* Source data *
********

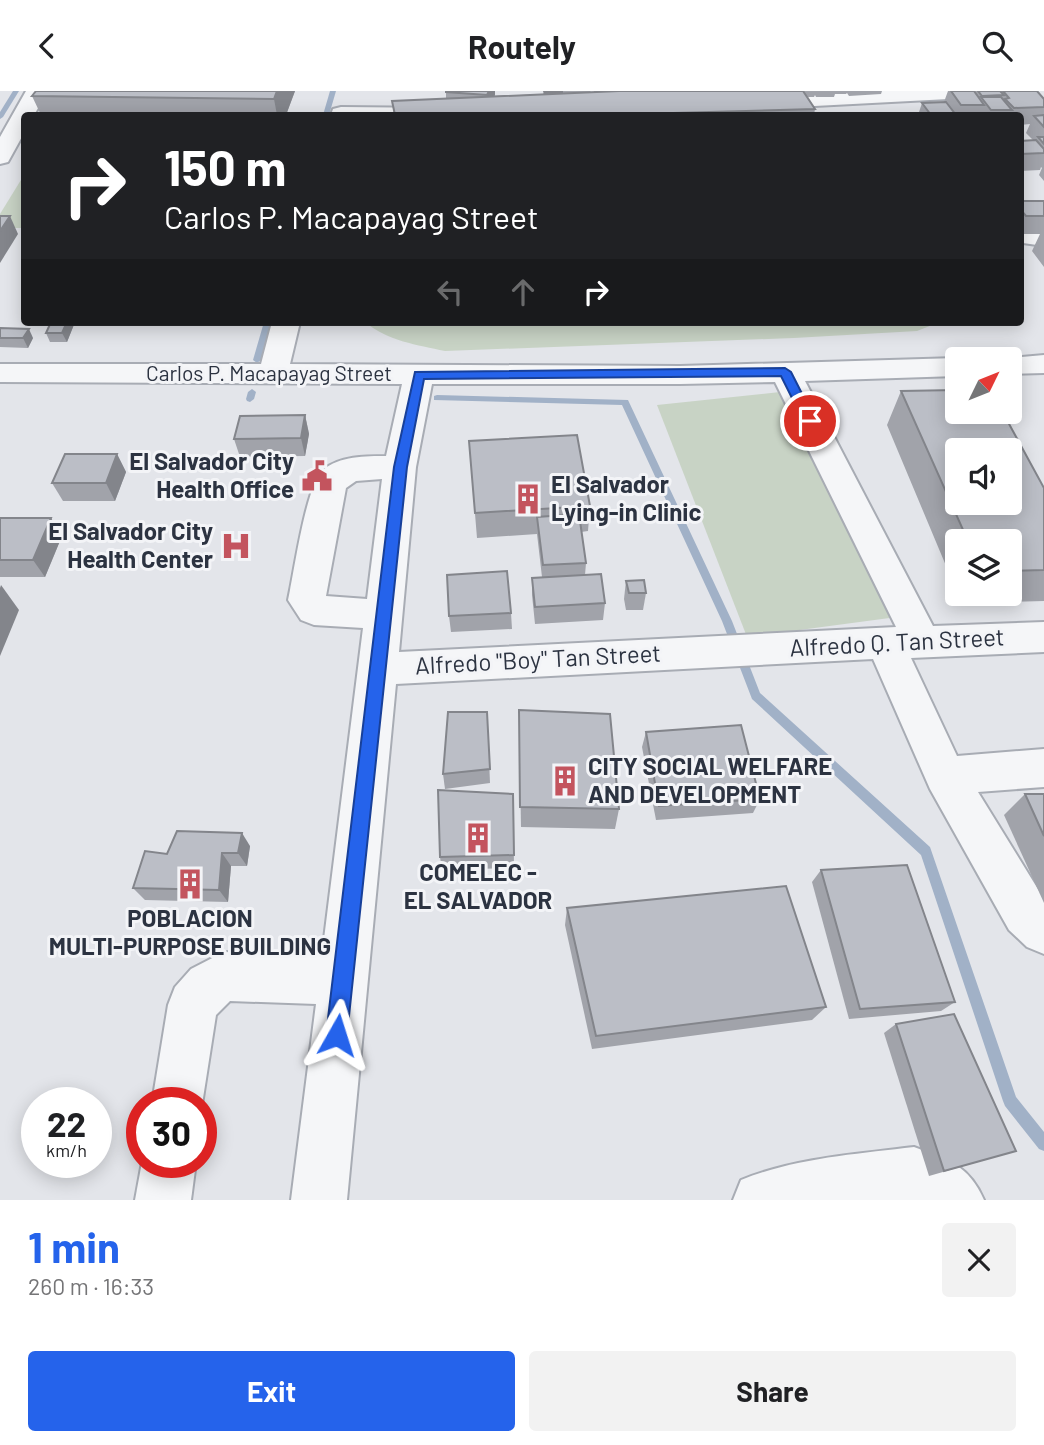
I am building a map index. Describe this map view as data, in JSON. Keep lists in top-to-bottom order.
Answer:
{
  "streets": {
    "street": ["Carlos P. Macapayag Street", "Alfredo Q. Tan Street", "Alfredo \"Boy\" Tan Street"]
  },
  "crossings": [
    ["Alfredo Q. Tan Street", "Alfredo \"Boy\" Tan Street"]
  ],
  "places": {
    "public building": ["El Salvador City Health Office"],
    "building": [
      "El Salvador Lying-in Clinic",
      "CITY SOCIAL WELFARE AND DEVELOPMENT",
      "COMELEC - EL SALVADOR",
      "POBLACION MULTI-PURPOSE BUILDING"
    ],
    "hospital": ["El Salvador City Health Center"]
  },
  "north": "top right",
  "page": {
    "header": "Routely",
    "turn": ["150 m", "Carlos P. Macapayag Street"],
    "speed": "22 km/h",
    "limit": "30",
    "heading": ["1 min", "260 m · 16:33"],
    "buttons": ["Exit", "Share"]
  }
}
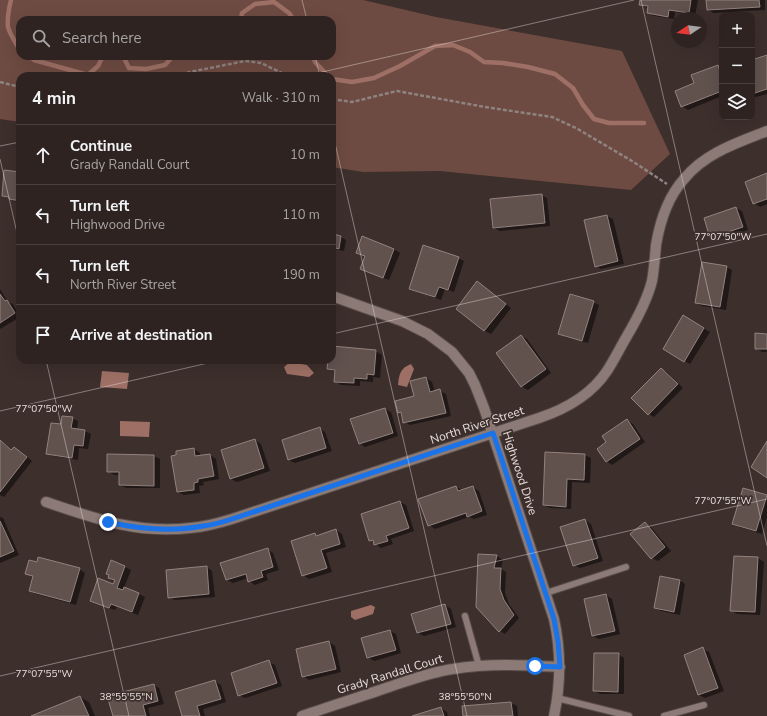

********

* Problem requirements *
All preceding records should be duplicated verbatim, images excepted.

* Exercise output *
I am building a map index. Describe this map view as data, in JSON. Keep lists in top-to-bottom order.
Answer:
{
  "streets": {
    "street": ["Carlos P. Macapayag Street", "Alfredo Q. Tan Street", "Alfredo \"Boy\" Tan Street"]
  },
  "crossings": [
    ["Alfredo Q. Tan Street", "Alfredo \"Boy\" Tan Street"]
  ],
  "places": {
    "public building": ["El Salvador City Health Office"],
    "building": [
      "El Salvador Lying-in Clinic",
      "CITY SOCIAL WELFARE AND DEVELOPMENT",
      "COMELEC - EL SALVADOR",
      "POBLACION MULTI-PURPOSE BUILDING"
    ],
    "hospital": ["El Salvador City Health Center"]
  },
  "north": "top right",
  "page": {
    "header": "Routely",
    "turn": ["150 m", "Carlos P. Macapayag Street"],
    "speed": "22 km/h",
    "limit": "30",
    "heading": ["1 min", "260 m · 16:33"],
    "buttons": ["Exit", "Share"]
  }
}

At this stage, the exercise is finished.